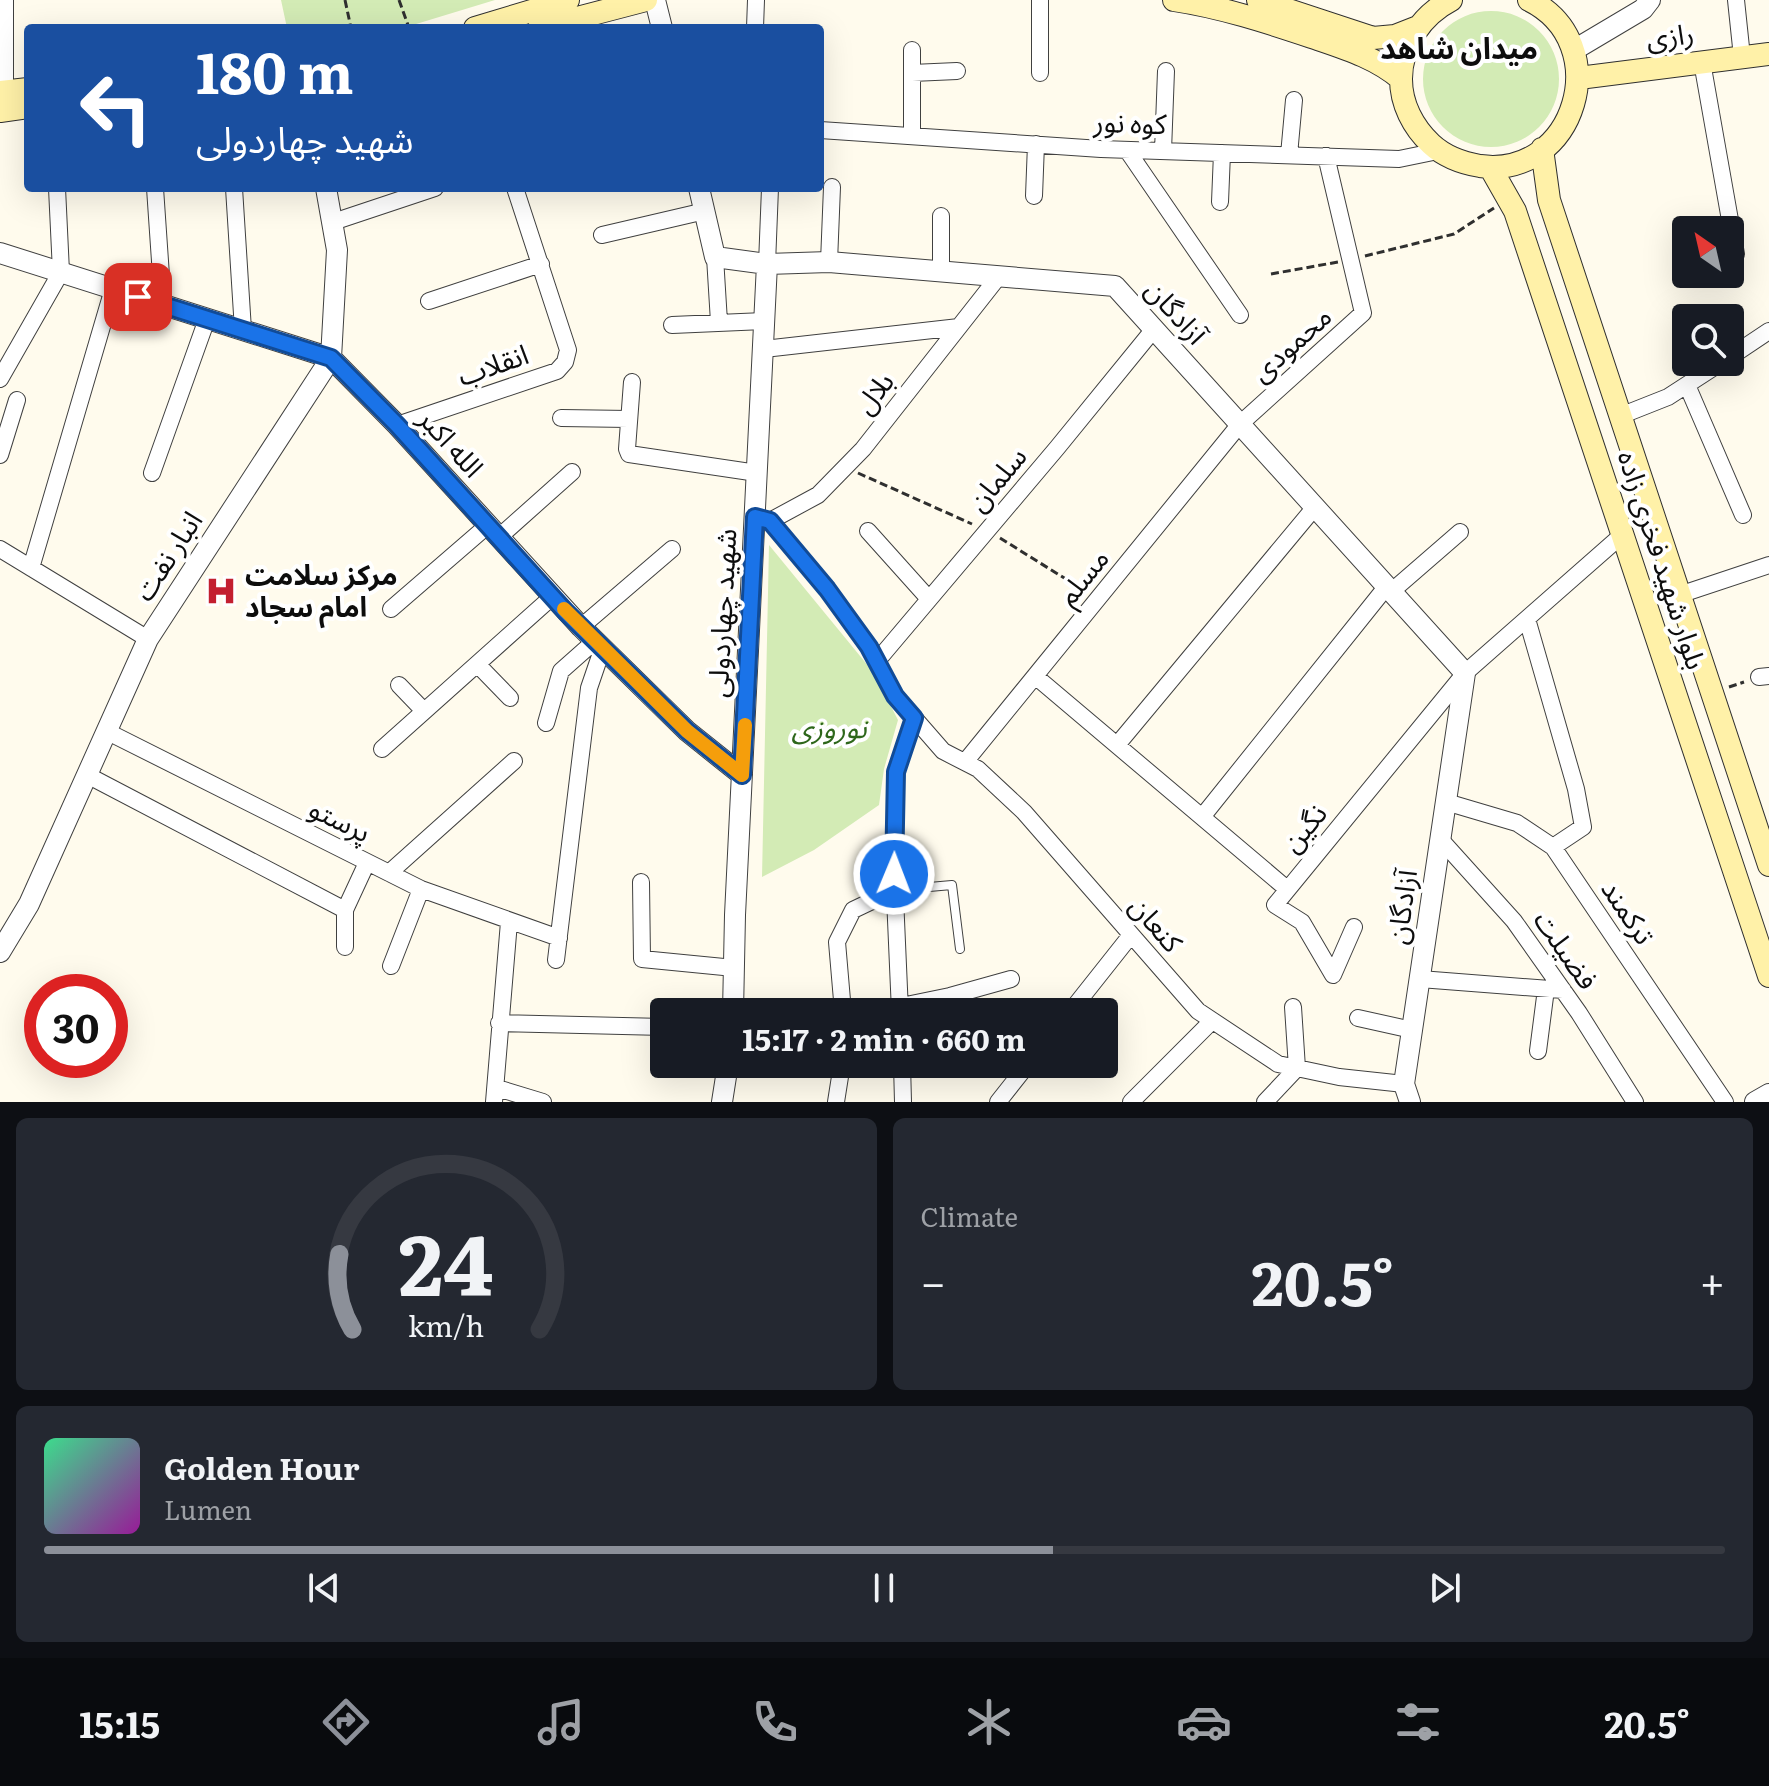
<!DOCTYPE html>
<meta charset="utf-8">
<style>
:root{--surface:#171b24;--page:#242831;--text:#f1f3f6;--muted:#9ea1a6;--line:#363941;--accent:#8c9099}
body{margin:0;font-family:Literata,"Noto Sans Arabic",serif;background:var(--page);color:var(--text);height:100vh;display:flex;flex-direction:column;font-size:30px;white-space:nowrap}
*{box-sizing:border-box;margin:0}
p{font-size:26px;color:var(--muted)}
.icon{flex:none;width:44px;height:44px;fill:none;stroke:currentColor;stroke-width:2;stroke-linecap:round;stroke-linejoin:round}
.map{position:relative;height:1102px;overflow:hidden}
.drawer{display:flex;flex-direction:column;gap:16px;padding:16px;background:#0d0f14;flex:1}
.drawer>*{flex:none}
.banner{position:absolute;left:24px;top:24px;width:800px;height:168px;border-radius:8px;box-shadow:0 8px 32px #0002;background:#1a4fa0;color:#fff;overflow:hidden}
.needle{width:52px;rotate:326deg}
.fabs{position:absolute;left:1672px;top:216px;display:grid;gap:16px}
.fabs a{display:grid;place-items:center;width:72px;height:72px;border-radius:8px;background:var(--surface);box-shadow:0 8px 32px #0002;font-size:40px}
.speed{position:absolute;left:24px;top:974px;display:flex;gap:16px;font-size:40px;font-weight:700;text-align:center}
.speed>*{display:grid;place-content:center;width:104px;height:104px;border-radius:50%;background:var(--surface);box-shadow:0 8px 32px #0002;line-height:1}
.speed .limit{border:12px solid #d22;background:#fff;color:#111}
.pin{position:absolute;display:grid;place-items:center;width:68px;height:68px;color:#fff;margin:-34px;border-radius:16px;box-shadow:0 4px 12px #0006}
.me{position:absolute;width:88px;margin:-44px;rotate:1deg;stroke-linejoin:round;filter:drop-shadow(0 0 6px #0008)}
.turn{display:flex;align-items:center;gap:28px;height:168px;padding:0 40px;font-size:36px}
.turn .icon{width:104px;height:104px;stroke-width:2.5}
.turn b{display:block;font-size:56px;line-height:68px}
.big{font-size:60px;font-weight:700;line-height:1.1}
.drawer .widget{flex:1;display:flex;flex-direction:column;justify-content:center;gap:12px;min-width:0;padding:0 28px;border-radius:12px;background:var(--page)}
.drawer .dial{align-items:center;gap:0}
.dial svg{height:208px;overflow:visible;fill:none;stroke:var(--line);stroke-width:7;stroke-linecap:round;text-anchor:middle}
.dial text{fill:var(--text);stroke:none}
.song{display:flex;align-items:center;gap:24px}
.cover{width:96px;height:96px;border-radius:12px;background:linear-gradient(135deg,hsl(150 70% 55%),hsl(300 70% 35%))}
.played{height:8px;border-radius:4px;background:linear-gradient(90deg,var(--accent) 60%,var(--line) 60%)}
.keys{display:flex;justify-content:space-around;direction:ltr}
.heat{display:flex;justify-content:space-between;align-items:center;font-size:44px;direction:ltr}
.drawer .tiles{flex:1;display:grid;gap:16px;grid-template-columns:1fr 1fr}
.widget:last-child{grid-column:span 2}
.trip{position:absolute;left:650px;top:998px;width:468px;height:80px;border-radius:8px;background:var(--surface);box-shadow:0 8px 32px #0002;font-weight:700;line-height:80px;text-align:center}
.tabs{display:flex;height:128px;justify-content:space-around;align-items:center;background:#090b0e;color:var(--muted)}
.tabs .icon{width:56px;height:56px}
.tabs .on{color:var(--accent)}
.tabs b{font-size:36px;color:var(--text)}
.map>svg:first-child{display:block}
.green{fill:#d3ebb5}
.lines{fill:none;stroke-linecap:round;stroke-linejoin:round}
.service-casing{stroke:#404040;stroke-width:10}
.minor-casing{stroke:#404040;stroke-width:18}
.tertiary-casing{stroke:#404040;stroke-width:22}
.secondary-casing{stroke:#2f2f2f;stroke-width:24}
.path{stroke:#2f2f2f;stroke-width:3;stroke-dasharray:8 4;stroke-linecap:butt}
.service{stroke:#fff;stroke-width:8}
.minor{stroke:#fff;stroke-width:16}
.tertiary{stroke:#fff;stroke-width:20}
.secondary{stroke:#fff1a8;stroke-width:22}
.route-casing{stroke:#114b97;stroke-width:20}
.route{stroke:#1a73e8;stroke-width:14}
.slow{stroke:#f59e0b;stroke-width:14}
.labels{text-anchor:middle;stroke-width:8;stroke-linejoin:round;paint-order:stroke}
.street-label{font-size:28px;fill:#0d0d0d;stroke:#fff}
.poi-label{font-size:28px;font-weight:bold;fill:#0d0d0d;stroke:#fff;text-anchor:start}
.park-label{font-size:28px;font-style:italic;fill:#2e671b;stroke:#fff}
.neighbourhood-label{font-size:30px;font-weight:bold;fill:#0d0d0d;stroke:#fff}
</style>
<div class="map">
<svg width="1769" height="1102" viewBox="0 0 1769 1102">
<rect width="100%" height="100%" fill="#fffbed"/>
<path class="green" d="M281 0H495L403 28H287Z
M1423 79a68 68 0 1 1 136 0a68 68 0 1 1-136 0Z
M769 545 874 673 898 720 884 769 879 805 814 850 762 877Z"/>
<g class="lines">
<defs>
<path id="service" d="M895 890 952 885 960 949"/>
<path id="minor" d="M5 0V91
M1736 0 1742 57
M755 28 756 0
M1702 62 1736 254
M912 73 957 71
M1040 73V0
M820 130 1101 149 1399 159 1438 151
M912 136V50
M1127 150 1240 315
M1163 151 1166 71
M1289 155 1294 100
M155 188 163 305
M234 188 243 330
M1034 196 1036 144
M1220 202 1222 153
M333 222 435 188
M602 235 705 211
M715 257 719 322
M829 262 832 187
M767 264 770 188
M941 271V216
M429 301 541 264
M672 325 764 321
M764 349 959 327
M1730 357 1769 331
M0 379 61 272 57 188
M632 382 627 449 629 454 757 473
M1687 385 1743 515
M1620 416 1668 397 1722 362
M561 418 629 419
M397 425 557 371 565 362 568 350 515 188
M0 455 17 400
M152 473 207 319
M755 517 770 521 827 589 869 647 895 696 943 751 978 769 1024 812 1198 1011 1278 1064 1339 1077 1404 1084
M770 521 818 495 863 449 999 276
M868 531 929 599
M498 538 572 472
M0 549 148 639
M31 568 113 289
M1392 591 1460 532
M1679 595 1769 565
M391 609 487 526
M1527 619 1576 789 1583 827 1553 847
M581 627 672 549
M877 661 1057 448 1154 329
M477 664 510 698
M1035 676 1287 889
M1759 677 1769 676
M399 685 424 711
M546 723 561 671 596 640
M106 731 421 889 559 938
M1117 745 1315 507
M382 749 552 597
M965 762 1240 424 1363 313 1326 156
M87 775 345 910
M1446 802 1517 823 1553 847 1725 1102
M1202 817 1387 586
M1441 840 1514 921 1579 1013 1635 1102
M389 873 514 761
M641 882 642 959 734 968
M1354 927 1333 975 1302 922 1275 905 1465 673 1622 535
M345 947V910L364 869
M556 960 589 688 603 647
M391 966 421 889
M1420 979 1563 990
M843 1012 837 942 853 910 895 890
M872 1012 950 996 1011 979
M900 1012 894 874 896 772 914 718
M1070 1012 1131 935
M1358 1018 1412 1030
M499 1023 664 1027
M1538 1051 1546 989
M902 1064 903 1102
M497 1088 543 1102
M494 1102 509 922
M836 1102 842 1064
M998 1102 1028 1064
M1131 1102 1212 1021
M1265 1102 1297 1068 1293 1007"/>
<path id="tertiary" d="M655 0 662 28
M1574 50 1643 9 1650 0
M699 188 715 257 767 264 829 262 1115 286 1465 673 1404 1084 1410 1102
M0 253 331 358 397 425 581 627 687 731 742 775
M0 952 29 904 148 639 331 358 337 250 326 188
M733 1012 735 915 767 264
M722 1102 728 1064
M1755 1102 1769 1094"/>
<path id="secondary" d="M1174 0C1221 7 1267 22 1312 37 1344 48 1375 57 1401 79
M1258 0 1373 38 1395 36 1418 27
M1451 0C1422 15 1401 45 1401 79 1401 104 1413 127 1431 144 1445 157 1462 163 1480 166 1576 179 1616 43 1529 0
M475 28 568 0
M539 28 646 0
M1579 78 1769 54
M0 92 28 89
M0 111 28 107
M1542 149 1549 200 1769 865
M1490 167 1515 211 1769 976"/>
</defs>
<use href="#service" class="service-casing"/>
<use href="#minor" class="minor-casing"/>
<use href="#tertiary" class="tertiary-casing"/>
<use href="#secondary" class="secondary-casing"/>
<path class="path" d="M345 0 351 28
M399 0 409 28
M1365 256 1454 234 1494 208
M1271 274 1338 262
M858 473 972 524
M1000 538 1085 591
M1729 687 1744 682"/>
<use href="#service" class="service"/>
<use href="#minor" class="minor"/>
<use href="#tertiary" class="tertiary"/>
<use href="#secondary" class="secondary"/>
</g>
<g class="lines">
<defs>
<path id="route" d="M138 297 331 358 397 425 566 612 687 731 742 775 755 517 770 521 827 589 869 647 895 696 914 718 896 772 894 874"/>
</defs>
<use href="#route" class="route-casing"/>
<use href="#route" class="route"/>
<path class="slow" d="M564 609 687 731 742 775 745 725"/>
</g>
<defs>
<symbol id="hospital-bare" viewBox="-9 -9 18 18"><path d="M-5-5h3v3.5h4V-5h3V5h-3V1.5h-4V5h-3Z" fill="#c31f2f" stroke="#fff" stroke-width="2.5" paint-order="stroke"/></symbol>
</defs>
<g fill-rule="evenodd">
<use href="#hospital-bare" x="199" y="569" width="44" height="44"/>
</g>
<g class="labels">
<g class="street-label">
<text transform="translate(1670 36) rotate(-7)" y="10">رازی</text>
<text transform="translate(1130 123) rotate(2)" y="10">کوه نور</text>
<text transform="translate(1176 312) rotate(48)" y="10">آزادگان</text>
<text transform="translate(1291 344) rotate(-42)" y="10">محمودی</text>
<text transform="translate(493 365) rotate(-19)" y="10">انقلاب</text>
<text transform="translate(874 393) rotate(-52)" y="10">بلال</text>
<text transform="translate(451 443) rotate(48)" y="10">الله اکبر</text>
<text transform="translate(997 479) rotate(-50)" y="10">سلمان</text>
<text transform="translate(168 556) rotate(-57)" y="10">انبار نفت</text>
<text transform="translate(1662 560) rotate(72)" y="10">بلوار شهید فخری زاده</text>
<text transform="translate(1083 577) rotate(-51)" y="10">مسلم</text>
<text transform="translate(722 613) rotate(-87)" y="10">شهید چهاردولی</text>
<text transform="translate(340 820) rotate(26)" y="10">پرستو</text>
<text transform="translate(1304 828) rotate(-50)" y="10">نگین</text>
<text transform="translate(1402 907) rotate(-82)" y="10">آزادگان</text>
<text transform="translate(1628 912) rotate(56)" y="10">ترکمند</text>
<text transform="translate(1156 924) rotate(49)" y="10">کنعان</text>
<text transform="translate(1566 950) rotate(55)" y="10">فضیلت</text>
</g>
<g class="poi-label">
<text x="245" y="585">مرکز سلامت<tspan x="245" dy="32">امام سجاد</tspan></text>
</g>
<g class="park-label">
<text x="829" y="738">نوروزی</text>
</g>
<g class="neighbourhood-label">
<text x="1459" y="59">میدان شاهد</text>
</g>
</g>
</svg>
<div class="fabs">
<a><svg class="needle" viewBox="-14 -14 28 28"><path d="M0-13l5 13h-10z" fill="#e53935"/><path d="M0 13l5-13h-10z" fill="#9ea1a6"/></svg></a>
<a><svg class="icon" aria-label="search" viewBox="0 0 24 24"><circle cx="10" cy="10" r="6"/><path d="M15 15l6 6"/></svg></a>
</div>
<div class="speed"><div class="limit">30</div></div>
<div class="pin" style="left:138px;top:297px;background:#d93025"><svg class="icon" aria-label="arrive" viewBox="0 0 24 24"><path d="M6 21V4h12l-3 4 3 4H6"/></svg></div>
<svg class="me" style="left:894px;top:874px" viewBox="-20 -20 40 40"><circle r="17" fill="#1a73e8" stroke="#fff" stroke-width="3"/><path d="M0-11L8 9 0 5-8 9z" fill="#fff"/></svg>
<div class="trip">15:17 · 2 min · 660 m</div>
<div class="banner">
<div class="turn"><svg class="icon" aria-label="left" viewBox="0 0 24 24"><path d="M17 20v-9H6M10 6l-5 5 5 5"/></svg><div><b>180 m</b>شهید چهاردولی</div></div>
</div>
</div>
<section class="drawer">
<div class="tiles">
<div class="widget dial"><svg viewBox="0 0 100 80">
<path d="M14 69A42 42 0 1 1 86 69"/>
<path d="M14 69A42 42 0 0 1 9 40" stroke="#8c9099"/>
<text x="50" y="56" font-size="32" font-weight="700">24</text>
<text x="50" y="72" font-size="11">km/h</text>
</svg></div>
<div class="widget"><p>Climate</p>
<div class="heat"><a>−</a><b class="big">20.5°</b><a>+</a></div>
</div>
<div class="widget">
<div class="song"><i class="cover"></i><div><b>Golden Hour</b><p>Lumen</p></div></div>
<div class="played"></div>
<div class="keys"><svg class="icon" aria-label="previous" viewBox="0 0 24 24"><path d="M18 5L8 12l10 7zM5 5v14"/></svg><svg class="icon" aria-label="pause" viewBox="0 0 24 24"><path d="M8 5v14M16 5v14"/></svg><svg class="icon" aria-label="next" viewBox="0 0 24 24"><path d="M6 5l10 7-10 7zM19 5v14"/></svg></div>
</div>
</div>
</section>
<nav class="tabs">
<b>15:15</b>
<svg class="icon on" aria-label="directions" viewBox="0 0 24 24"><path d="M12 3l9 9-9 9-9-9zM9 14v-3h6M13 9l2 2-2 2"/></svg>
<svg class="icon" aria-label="music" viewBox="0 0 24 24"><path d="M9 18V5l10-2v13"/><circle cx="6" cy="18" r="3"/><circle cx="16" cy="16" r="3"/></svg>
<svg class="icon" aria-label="phone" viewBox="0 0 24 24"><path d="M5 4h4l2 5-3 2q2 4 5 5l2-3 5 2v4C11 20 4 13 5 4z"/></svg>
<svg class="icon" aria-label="climate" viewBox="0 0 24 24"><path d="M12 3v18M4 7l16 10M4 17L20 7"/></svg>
<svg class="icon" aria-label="car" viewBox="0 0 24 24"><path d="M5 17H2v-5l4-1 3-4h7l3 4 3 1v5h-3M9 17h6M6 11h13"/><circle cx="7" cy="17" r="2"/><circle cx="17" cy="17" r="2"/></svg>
<svg class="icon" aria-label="filters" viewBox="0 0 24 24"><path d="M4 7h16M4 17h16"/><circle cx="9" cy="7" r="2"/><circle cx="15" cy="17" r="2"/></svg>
<b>20.5°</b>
</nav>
┄┄┄┄┄┄┄┄┄┄┄┄┄┄┄┄┄┄┄┄
AIM OF THE TASK | In the entries above, find the line holding "M152 473 207 319" and the line holding "M1000 538 1085 591", then retype exactly those two lines and every line between them, and nothing else.

TASK ANSWER |
M152 473 207 319
M755 517 770 521 827 589 869 647 895 696 943 751 978 769 1024 812 1198 1011 1278 1064 1339 1077 1404 1084
M770 521 818 495 863 449 999 276
M868 531 929 599
M498 538 572 472
M0 549 148 639
M31 568 113 289
M1392 591 1460 532
M1679 595 1769 565
M391 609 487 526
M1527 619 1576 789 1583 827 1553 847
M581 627 672 549
M877 661 1057 448 1154 329
M477 664 510 698
M1035 676 1287 889
M1759 677 1769 676
M399 685 424 711
M546 723 561 671 596 640
M106 731 421 889 559 938
M1117 745 1315 507
M382 749 552 597
M965 762 1240 424 1363 313 1326 156
M87 775 345 910
M1446 802 1517 823 1553 847 1725 1102
M1202 817 1387 586
M1441 840 1514 921 1579 1013 1635 1102
M389 873 514 761
M641 882 642 959 734 968
M1354 927 1333 975 1302 922 1275 905 1465 673 1622 535
M345 947V910L364 869
M556 960 589 688 603 647
M391 966 421 889
M1420 979 1563 990
M843 1012 837 942 853 910 895 890
M872 1012 950 996 1011 979
M900 1012 894 874 896 772 914 718
M1070 1012 1131 935
M1358 1018 1412 1030
M499 1023 664 1027
M1538 1051 1546 989
M902 1064 903 1102
M497 1088 543 1102
M494 1102 509 922
M836 1102 842 1064
M998 1102 1028 1064
M1131 1102 1212 1021
M1265 1102 1297 1068 1293 1007"/>
<path id="tertiary" d="M655 0 662 28
M1574 50 1643 9 1650 0
M699 188 715 257 767 264 829 262 1115 286 1465 673 1404 1084 1410 1102
M0 253 331 358 397 425 581 627 687 731 742 775
M0 952 29 904 148 639 331 358 337 250 326 188
M733 1012 735 915 767 264
M722 1102 728 1064
M1755 1102 1769 1094"/>
<path id="secondary" d="M1174 0C1221 7 1267 22 1312 37 1344 48 1375 57 1401 79
M1258 0 1373 38 1395 36 1418 27
M1451 0C1422 15 1401 45 1401 79 1401 104 1413 127 1431 144 1445 157 1462 163 1480 166 1576 179 1616 43 1529 0
M475 28 568 0
M539 28 646 0
M1579 78 1769 54
M0 92 28 89
M0 111 28 107
M1542 149 1549 200 1769 865
M1490 167 1515 211 1769 976"/>
</defs>
<use href="#service" class="service-casing"/>
<use href="#minor" class="minor-casing"/>
<use href="#tertiary" class="tertiary-casing"/>
<use href="#secondary" class="secondary-casing"/>
<path class="path" d="M345 0 351 28
M399 0 409 28
M1365 256 1454 234 1494 208
M1271 274 1338 262
M858 473 972 524
M1000 538 1085 591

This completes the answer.